A struggling hedge-fund firm owned by Carlyle Group LP won’t immediately pay back about two-thirds of the nearly $2 billion that investors recently asked to withdraw, according to people familiar with the matter.Investors badly want out of Carlyle owned hedge fund Claren Road. Here's how Carlyle co-founder David Rubenstein characterized fleeing investors in the Q3 earnings call:
Well, I'd say first of all, over the last year -- it hadn't been a couple years, over the last year, the performance of hedge funds hasn't been what we hoped it would be, in either our emerging markets funds or in Claren Road -- that capital in the hedge fund business is not sticky capital. It depends usually on performance. A year or year and a half ago in Claren Road, they were turning money away, we were turning money away. And you get down and have a couple bad quarters and some people want their money back and that's part of the model. You given them their money back as best you can when that happens.

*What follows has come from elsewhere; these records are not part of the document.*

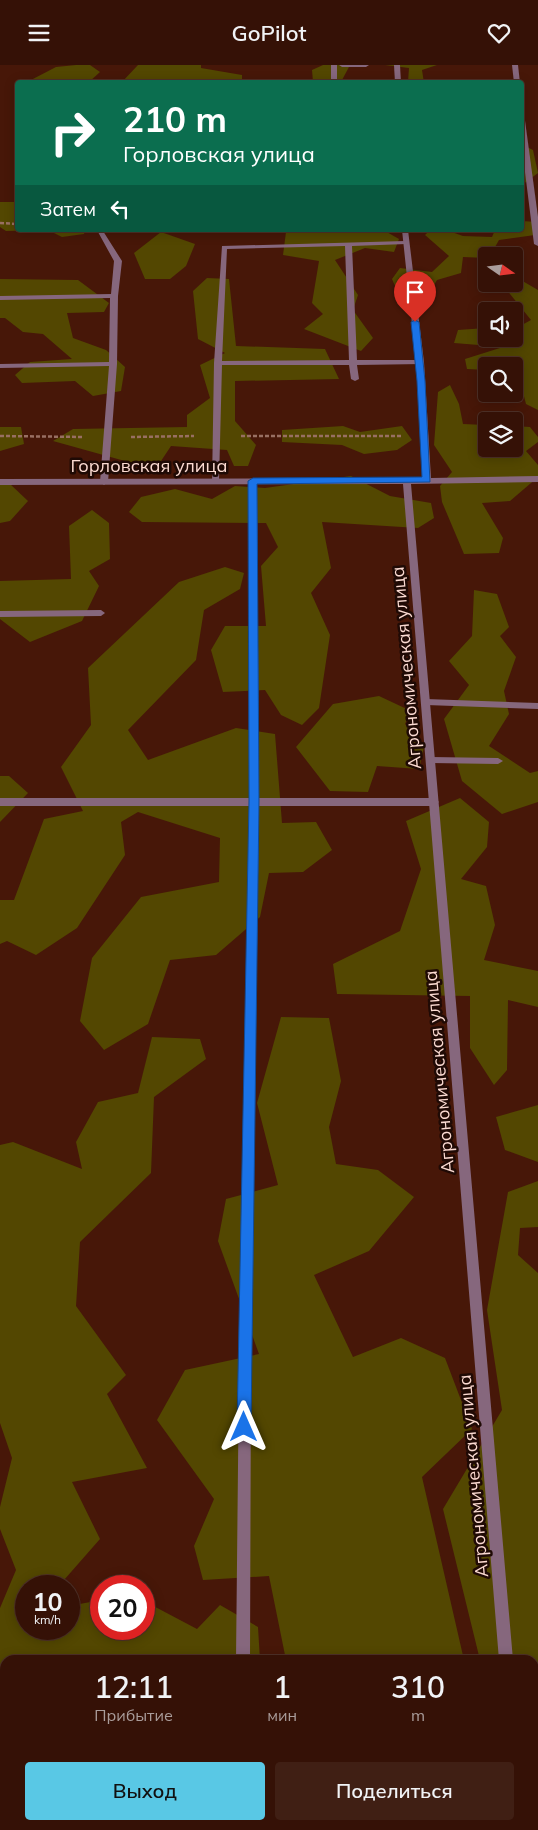 <!DOCTYPE html>
<html lang="ru">
<head>
<meta charset="utf-8">
<style>
	:root { --surface:#351106; --page:#401f14; --text:#f1f3f6; --muted:#aa9d9b; --line:#4f3128; --accent:#59c8e5 }
	body { margin:0; font-family:Mulish,sans-serif; background:var(--page); color:var(--text); height:100vh; display:flex; flex-direction:column; font-size:19px; white-space:nowrap }
	* { box-sizing:border-box; margin:0 }
	p { font-size:16px; color:var(--muted) }
	.icon { flex:none; width:28px; height:28px; fill:none; stroke:currentColor; stroke-width:2; stroke-linecap:round; stroke-linejoin:round }
	.map { position:relative; flex:1; overflow:hidden }
	.drawer { position:absolute; left:0px; top:1590px; width:539px; height:175px; display:flex; flex-direction:column; background:var(--surface); border-radius:15px 15px 0 0; box-shadow:0 2px 12px #0003,0 0 0 1px var(--line) }
	.drawer>* { flex:none }
	.guide { position:absolute; left:15px; top:15px; width:509px; height:152px; border-radius:5px; box-shadow:0 2px 12px #0003,0 0 0 1px var(--line); background:#0b6e4f; color:#fff; overflow:hidden }
	.needle { width:32px; rotate:104deg }
	.fabs { position:absolute; left:478px; top:182px; display:grid; gap:10px }
	.fabs a { display:grid; place-items:center; width:45px; height:45px; border-radius:5px; background:var(--surface); box-shadow:0 2px 12px #0003,0 0 0 1px var(--line); font-size:25px }
	.speed { position:absolute; left:15px; top:1510px; display:flex; gap:10px; font-size:25px; font-weight:700; text-align:center }
	.speed>* { display:grid; place-content:center; width:65px; height:65px; border-radius:50%; background:var(--surface); box-shadow:0 2px 12px #0003,0 0 0 1px var(--line); line-height:1 }
	.speed small { font-size:12px; font-weight:400 }
	.speed .limit { border:8px solid #d22; background:#fff; color:#111 }
	.pin { position:absolute; display:grid; place-items:center; width:42px; height:42px; color:#fff; margin:-51px -21px; border-radius:50% 50% 50% 0; rotate:-45deg; box-shadow:0 0 5px #0007 }
	.pin .icon { rotate:45deg }
	.me { position:absolute; width:55px; margin:-28px; rotate:0deg; stroke-linejoin:round; filter:drop-shadow(0 0 4px #0008) }
	.turn { display:flex; align-items:center; gap:18px; height:105px; padding:0 25px; font-size:22px }
	.turn .icon { width:65px; height:65px; stroke-width:2.5 }
	.turn b { display:block; font-size:35px; line-height:42px }
	.then { display:flex; align-items:center; height:48px; padding:0 25px; background:#0003; gap:10px; font-size:19px }
	.eta { display:flex; justify-content:space-evenly; align-items:center; height:85px; text-align:center }
	.eta b { font-size:30px; font-weight:600; line-height:35px }
	.cta { display:flex; gap:10px; margin-top:auto; padding:10px 25px }
	.cta a { flex:1; height:58px; border-radius:5px; background:var(--accent); color:#111; font-size:20px; font-weight:600; line-height:58px; text-align:center }
	.cta a+a { background:var(--page); color:var(--text) }
	header { display:flex; justify-content:space-between; align-items:center; height:65px; padding:0 25px; background:var(--surface); font-size:22px; font-weight:600 }
	.map>svg:first-child { display:block }
	.green { fill:#534701 }
	.lines { fill:none; stroke-linecap:round; stroke-linejoin:round }
	.path { stroke:#986f62; stroke-width:2.5; stroke-dasharray:4 2; stroke-linecap:butt }
	.service { fill:#86677d; fill-rule:evenodd }
	.minor { fill:#86677d; fill-rule:evenodd }
	.route { fill:#1a73e8; stroke:#114b97 }
	.labels { text-anchor:middle; dominant-baseline:central; stroke-width:5; stroke-linejoin:round; paint-order:stroke }
	.street-label { font-size:18px; fill:#fcdbd2; stroke:#1f0a05 }
</style>
</head>
<body>
<header><svg class="icon" aria-label="menu" viewBox="0 0 24 24"><path d="M4 6h16M4 12h16M4 18h16"/></svg>GoPilot<svg class="icon" aria-label="heart" viewBox="0 0 24 24"><path d="M12 20l-8-8c-3-5 5-10 8-4 3-6 11-1 8 4z"/></svg></header>
<div class="map">
<svg width="538" height="1765" viewBox="0 0 538 1765">
	<rect width="100%" height="100%" fill="#471708"/>
	<g class="green">
		<polygon points="76,0 90,0 100,7 89,17 29,16 56,2"/>
		<polygon points="138,0 201,0 201,3 242,10 242,17 122,17"/>
		<polygon points="323,0 350,0 341,17 313,17 312,5"/>
		<polygon points="385,0 437,0 422,5 424,18 408,17 409,3"/>
		<polygon points="521,79 533,85 538,108 522,120"/>
		<polygon points="0,137 17,137 18,165 85,165 84,169 62,172 48,165 6,166 0,162"/>
		<polygon points="521,156 538,157 535,170 499,175 490,191 486,191 486,193 463,192 461,208 437,215 421,243 404,242 392,214 400,203 432,207 449,191 425,170 430,165 446,165 463,171 492,172 495,165 521,165"/>
		<polygon points="385,166 399,174 394,187 365,183 335,195 358,230 353,245 373,273 361,286 304,264 323,249 312,238 319,196 283,190 286,167"/>
		<polygon points="161,167 195,179 186,201 170,214 145,214 134,188"/>
		<polygon points="514,211 538,225 538,345 526,339 518,308 514,307 514,301 486,301 486,305 467,304 465,294 503,282 454,278 458,265 486,263 486,274 514,274 514,261 520,261 531,255 502,219 514,219"/>
		<polygon points="207,213 229,214 236,281 325,284 339,314 235,316 235,356 256,380 248,401 234,401 227,385 171,381 161,396 132,398 53,376 73,364 187,362 187,350 210,333 200,300 225,288 198,274 193,226"/>
		<polygon points="0,214 78,215 109,238 104,247 67,248 73,273 106,285 125,302 121,326 93,331 75,316 22,318 15,310 30,297 72,294 43,269 23,267 5,253 0,253"/>
		<polygon points="450,320 459,339 463,359 486,360 486,384 514,384 514,361 530,362 538,372 538,377 526,386 538,400 538,412 510,436 482,438 503,473 499,488 464,489 442,437 440,421 452,407 434,380 438,327"/>
		<polygon points="343,361 360,367 402,361 412,375 397,385 364,389 342,380 282,377 282,365"/>
		<polygon points="0,362 21,362 24,379 0,386"/>
		<polygon points="351,411 390,431 431,438 434,453 418,463 322,457 331,503 311,528 330,570 319,643 302,660 281,650 265,625 223,627 211,585 225,561 266,561 261,501 278,482 266,458 142,457 129,447 141,432 175,424 212,434 235,421 265,423"/>
		<polygon points="0,419 10,419 28,436 10,456 0,458"/>
		<polygon points="92,445 109,458 110,494 89,506 99,521 82,556 30,577 0,554 0,516 71,514 69,461"/>
		<polygon points="225,502 244,508 240,524 204,545 196,595 128,665 148,695 236,663 275,669 282,758 316,757 332,785 303,807 269,808 260,852 216,890 170,895 148,959 104,985 80,956 92,893 141,832 219,817 220,773 138,747 121,757 125,790 77,863 36,890 7,876 0,879 0,835 14,835 44,754 83,746 61,702 91,660 88,603 179,517"/>
		<polygon points="474,525 497,529 509,562 500,571 516,592 504,626 509,649 489,681 530,708 538,706 538,737 502,749 462,716 444,654 469,620 449,596 472,571"/>
		<polygon points="379,631 411,646 405,659 424,682 419,704 377,701 368,727 330,726 296,682 333,639"/>
		<polygon points="0,711 9,711 28,728 0,757"/>
		<polygon points="460,733 489,757 487,782 461,814 486,821 495,860 484,895 538,906 538,942 508,935 507,1005 494,1020 470,983 470,931 337,929 333,899 400,866 421,804 406,756"/>
		<polygon points="281,952 329,953 341,1016 329,1062 336,1099 378,1105 414,1132 369,1186 314,1210 353,1292 401,1273 445,1293 472,1364 422,1412 464,1595 286,1595 269,1511 203,1515 194,1481 214,1434 157,1355 185,1305 259,1289 218,1176 226,1134 278,1120 257,1038"/>
		<polygon points="152,972 200,974 206,994 154,1032 151,1108 80,1177 76,1241 126,1310 107,1329 147,1403 72,1417 100,1474 64,1515 63,1521 26,1521 26,1564 69,1564 69,1541 101,1535 101,1564 144,1564 144,1536 197,1564 220,1540 258,1562 260,1595 5,1595 5,1633 3,1634 0,1614 0,1543 16,1505 0,1464 0,1442 12,1393 0,1358 0,1080 13,1077 82,1104 76,1077 98,1037 138,1028"/>
		<polygon points="538,1040 538,1097 505,1085 496,1052"/>
		<polygon points="538,1116 538,1162 520,1163 518,1190 538,1208 538,1636 534,1634 534,1595 480,1595 443,1444 502,1345 487,1245 508,1127"/>
		<polygon points="0,1690 5,1690 5,1760 28,1760 28,1765 0,1765"/>
		<polygon points="534,1695 538,1698 538,1765 470,1765 471,1760 534,1760"/>
		<polygon points="209,1760 287,1760 285,1765 212,1765"/>
	</g>
	<g class="lines">
		<g class="path">
			<polyline points="0,158 18,159"/>
			<polyline points="0,371 84,372"/>
			<polyline points="241,371 402,371"/>
			<polyline points="131,372 194,371"/>
		</g>
		<g class="service">
			<polygon points="512,0 518,0 520,18 514,18"/>
			<polygon points="521,46 524,48 538,152 538,181 534,179 521,75"/>
			<polygon points="99,166 103,166 122,196 118,231 117,299 108,417 104,420 100,417 109,301 0,303 0,299 109,297 110,233 0,235 0,231 111,229 114,196 98,167"/>
			<path d="M 405,176 L 407,177 L 407,179 L 352,181 L 357,295 L 420,295 L 424,297 L 423,299 L 357,300 L 359,314 L 355,316 L 351,314 L 349,300 L 222,300 L 219,416 L 215,419 L 212,418 L 214,298 L 222,181 ZM 345,181 L 349,295 L 222,296 L 227,184 Z"/>
			<polygon points="253,413 257,416 259,733 434,733 439,737 434,741 259,741 251,1304 250,1595 236,1595 239,1304 249,741 0,741 0,733 249,733 249,416"/>
			<polygon points="101,545 105,548 101,551 0,552 0,546"/>
			<polygon points="426,634 538,638 538,644 426,640 422,637"/>
			<polygon points="431,692 498,693 503,696 498,699 431,698 426,695"/>
			<rect x="534" y="1648" width="4" height="14"/>
			<rect x="0" y="1670" width="5" height="14"/>
			<rect x="230" y="1760" width="14" height="5"/>
		</g>
		<g class="minor">
			<rect x="331" y="0" width="6" height="18"/>
			<polygon points="339,0 369,0 366,2 342,2"/>
			<polygon points="394,0 400,0 401,18 395,18"/>
			<polygon points="402,165 408,165 424,297 431,413 538,411 538,417 411,419 513,1595 499,1595 403,419 0,420 0,414 423,413 416,297"/>
		</g>
	</g>
	<polygon class="route" points="415,255 419,257 425,316 430,417 257,419 259,736 251,1362 249,1367 244,1369 239,1367 237,1362 249,736 248,416 253,413 422,412 417,316 411,257"/>
	<g class="labels">
		<g class="street-label">
			<text x="149" y="400">Горловская улица</text>
			<text transform="translate(406 603) rotate(-95)">Агрономическая улица</text>
			<text transform="translate(439 1007) rotate(-95)">Агрономическая улица</text>
			<text transform="translate(473 1411) rotate(-95)">Агрономическая улица</text>
		</g>
	</g>
</svg>
<div class="fabs">
<a><svg class="needle" viewBox="-14 -14 28 28"><path d="M0-13l5 13h-10z" fill="#e53935"/><path d="M0 13l5-13h-10z" fill="#aa9d9b"/></svg></a>
<a><svg class="icon" aria-label="sound" viewBox="0 0 24 24"><path d="M4 9h4l5-4v14l-5-4H4zM17 9q2 3 0 6"/></svg></a>
<a><svg class="icon" aria-label="search" viewBox="0 0 24 24"><circle cx="10" cy="10" r="6"/><path d="M15 15l6 6"/></svg></a>
<a><svg class="icon" aria-label="layers" viewBox="0 0 24 24"><path d="M12 4l9 5-9 5-9-5zM3 14l9 5 9-5"/></svg></a>
</div>
<div class="speed"><div>10<small>km/h</small></div><div class="limit">20</div></div>
<div class="pin" style="left:415px;top:257px;background:#d93025"><svg class="icon" aria-label="arrive" viewBox="0 0 24 24"><path d="M6 21V4h12l-3 4 3 4H6"/></svg></div>
<svg class="me" style="left:244px;top:1362px" viewBox="-20 -20 40 40"><path d="M0-17L14 15 0 8-14 15z" fill="#1a73e8" stroke="#fff" stroke-width="4"/></svg>
<div class="guide">
<div class="turn"><svg class="icon" aria-label="right" viewBox="0 0 24 24"><path d="M7 20v-9h11M14 6l5 5-5 5"/></svg><div><b>210 m</b>Горловская улица</div></div>
<div class="then">Затем<svg class="icon" aria-label="left" viewBox="0 0 24 24"><path d="M17 20v-9H6M10 6l-5 5 5 5"/></svg></div>
</div>
<section class="drawer">
<div class="eta">
<div><b>12:11</b><p>Прибытие</p></div>
<div><b>1</b><p>мин</p></div>
<div><b>310</b><p>m</p></div>
</div>
<div class="cta"><a>Выход</a><a>Поделиться</a></div>
</section>
</div>
</body>
</html>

The last time Carlyle rolled up a hedge fund was July 2008. That was four months after Carlyle stiffed a large number of investors with Carlyle Capital Corporation's bankruptcy.
It looks and smells like a PEU hedge fund run. It's a dangerous time when the big money boys don't trust each other to pay back their debts. That's when they turn to the little guy to make them whole.
Update 12-26-15: Boxing Day finds Carlyle facing another $1 billion in Claren Road redemptions.